Sunday, June 17, 2007

The Greatest Gas Guzzler of All

When it comes to burning oil in volumes that stagger the imagination, the United States Pentagon garners top honors, giving new meanings to terms like waste and inefficiency. As reported in Tomdispatch.com, putting a wrapper around the words of Michael Klare, future wars may be fought just to fuel the machines that fight them. A quick excerpt:
Sixteen gallons of oil. That's how much the average American soldier in Iraq and Afghanistan consumes on a daily basis -- either directly, through the use of Humvees, tanks, trucks, and helicopters, or indirectly, by calling in air strikes. Multiply this figure by 162,000 soldiers in Iraq, 24,000 in Afghanistan, and 30,000 in the surrounding region (including sailors aboard U.S. warships in the Persian Gulf) and you arrive at approximately 3.5 million gallons of oil: the daily petroleum tab for U.S. combat operations in the Middle East war zone.

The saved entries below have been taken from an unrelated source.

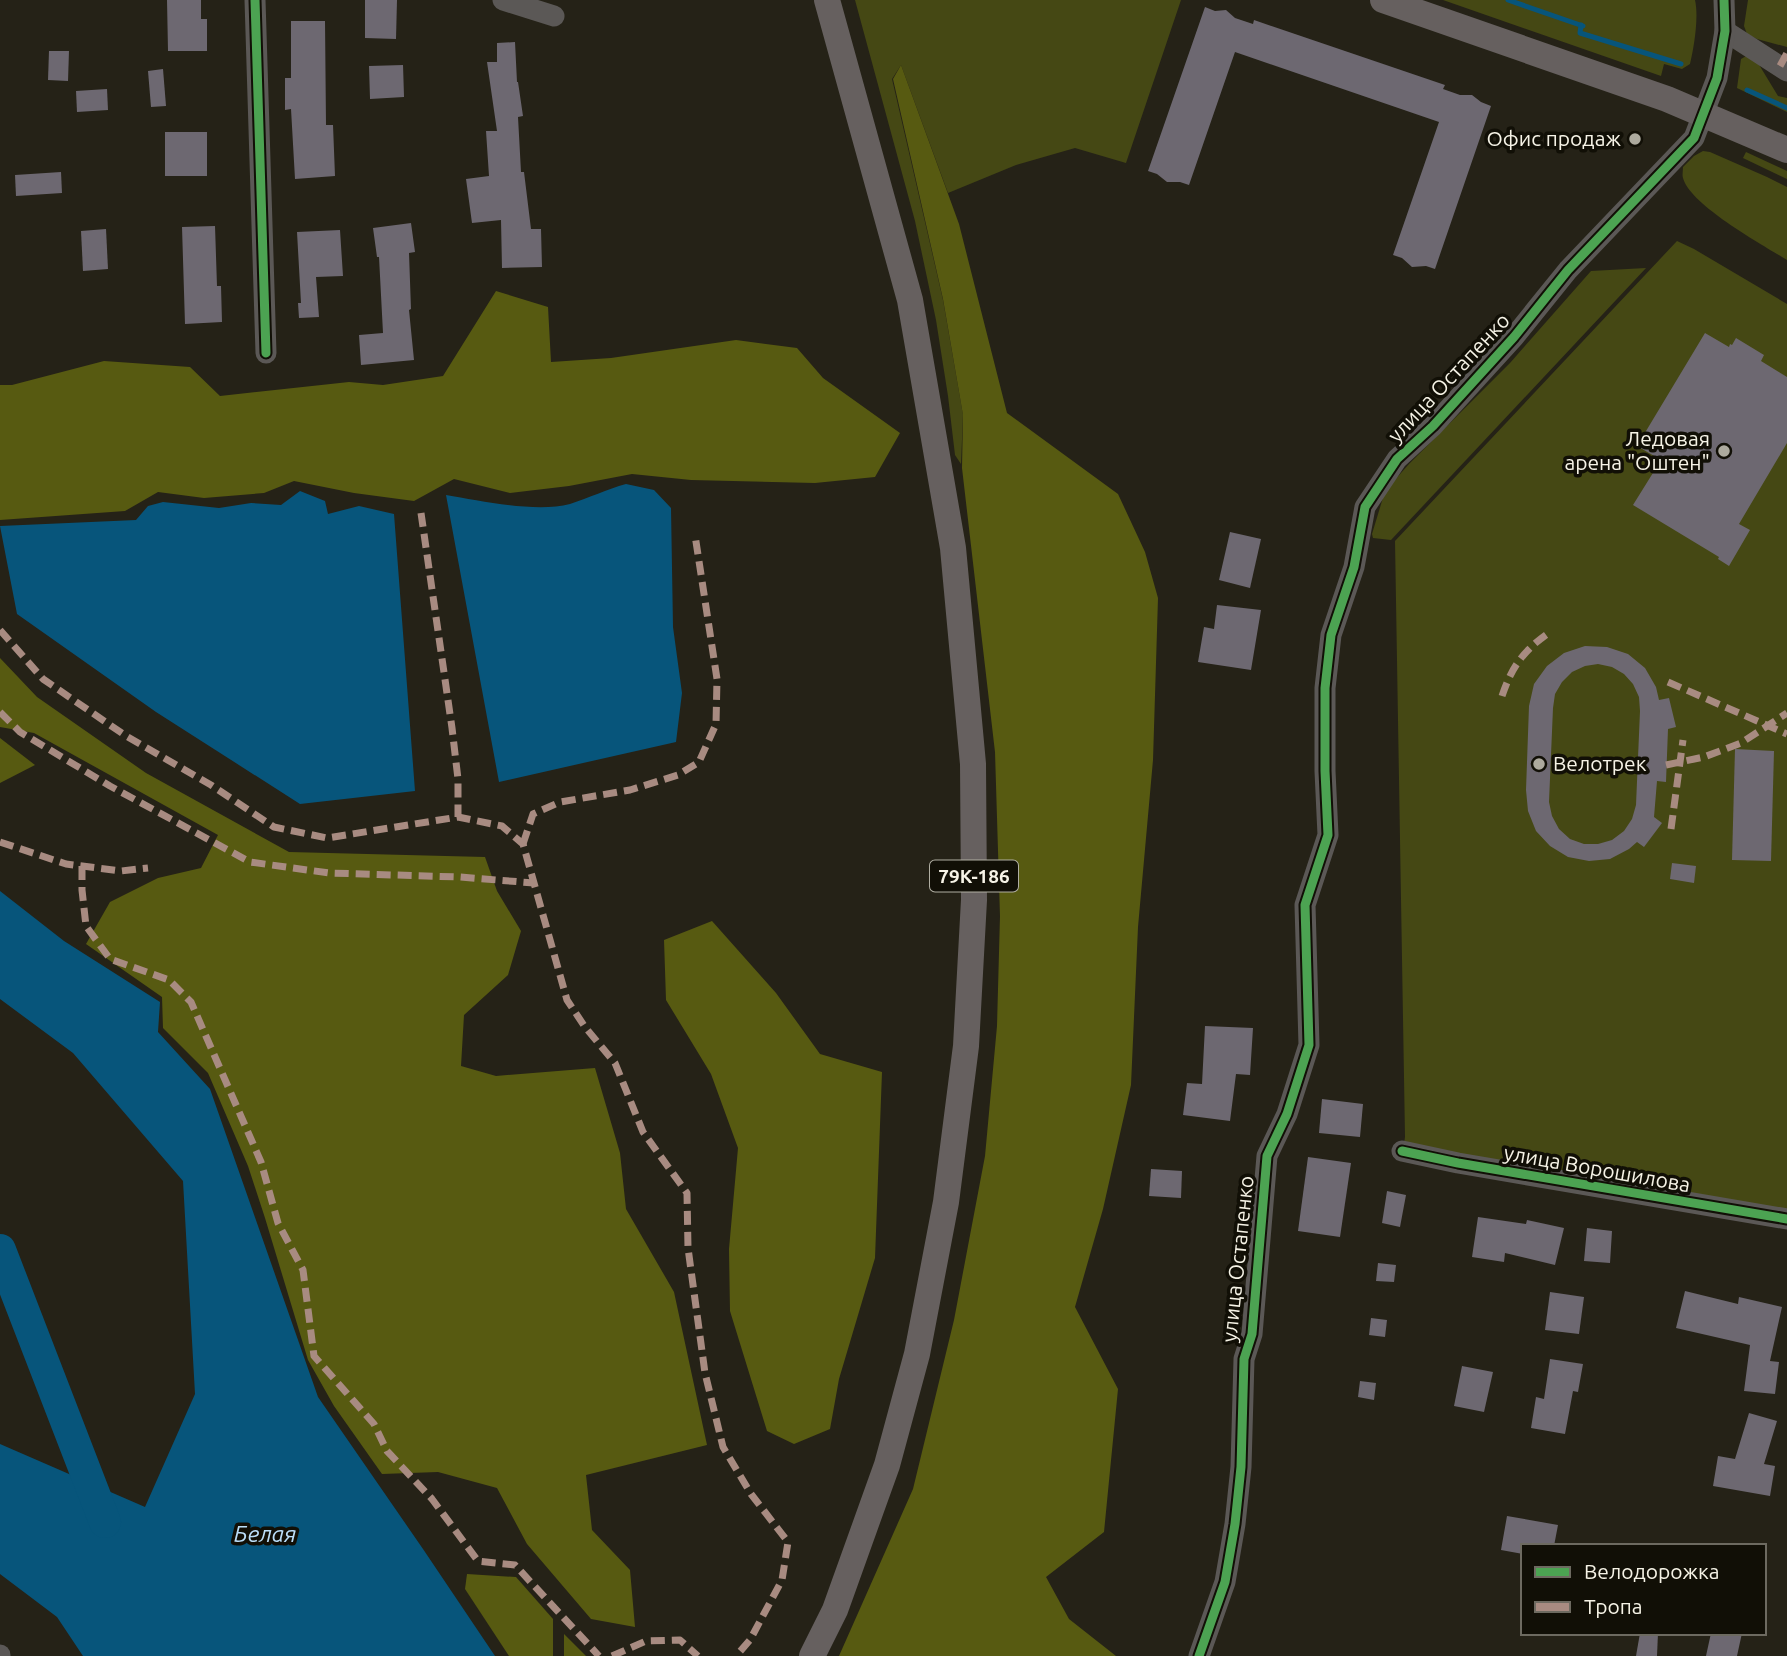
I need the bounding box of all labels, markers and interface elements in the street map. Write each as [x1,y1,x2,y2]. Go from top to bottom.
place label: Офис продаж [1486,126,1621,150]
marker: Офис продаж [1627,131,1643,147]
street label: улица Остапенко [1382,308,1514,447]
place label: Ледовая арена "Оштен" [1564,426,1710,474]
marker: Ледовая арена "Оштен" [1716,443,1732,459]
place label: Велотрек [1553,751,1647,775]
marker: Велотрек [1531,756,1547,772]
road number: 79К-186 [930,860,1018,891]
street label: улица Ворошилова [1502,1140,1692,1196]
street label: улица Остапенко [1216,1174,1258,1343]
water label: Белая [234,1521,296,1546]
legend [1521,1544,1766,1635]
text: Велодорожка [1584,1559,1720,1583]
text: Тропа [1584,1594,1643,1618]

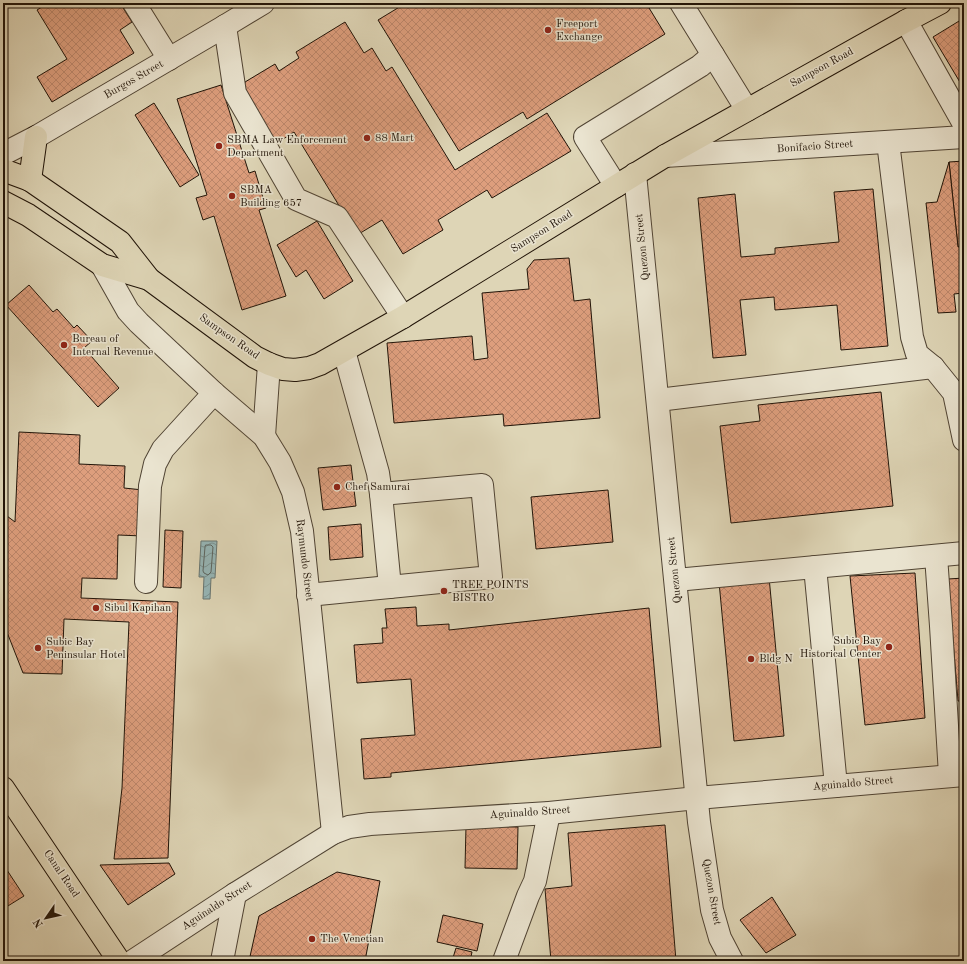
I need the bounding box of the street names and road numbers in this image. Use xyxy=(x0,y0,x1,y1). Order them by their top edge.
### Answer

Multiply that daily tab by 365 and you get 1.3 billion gallons: the estimated annual oil expenditure for U.S. combat operations in Southwest Asia. That's greater than the total annual oil usage of Bangladesh, population 150 million -- and yet it's a gross underestimate of the Pentagon's wartime consumption.


It's hard not to grind your molars to dust at the absurdity of this equation.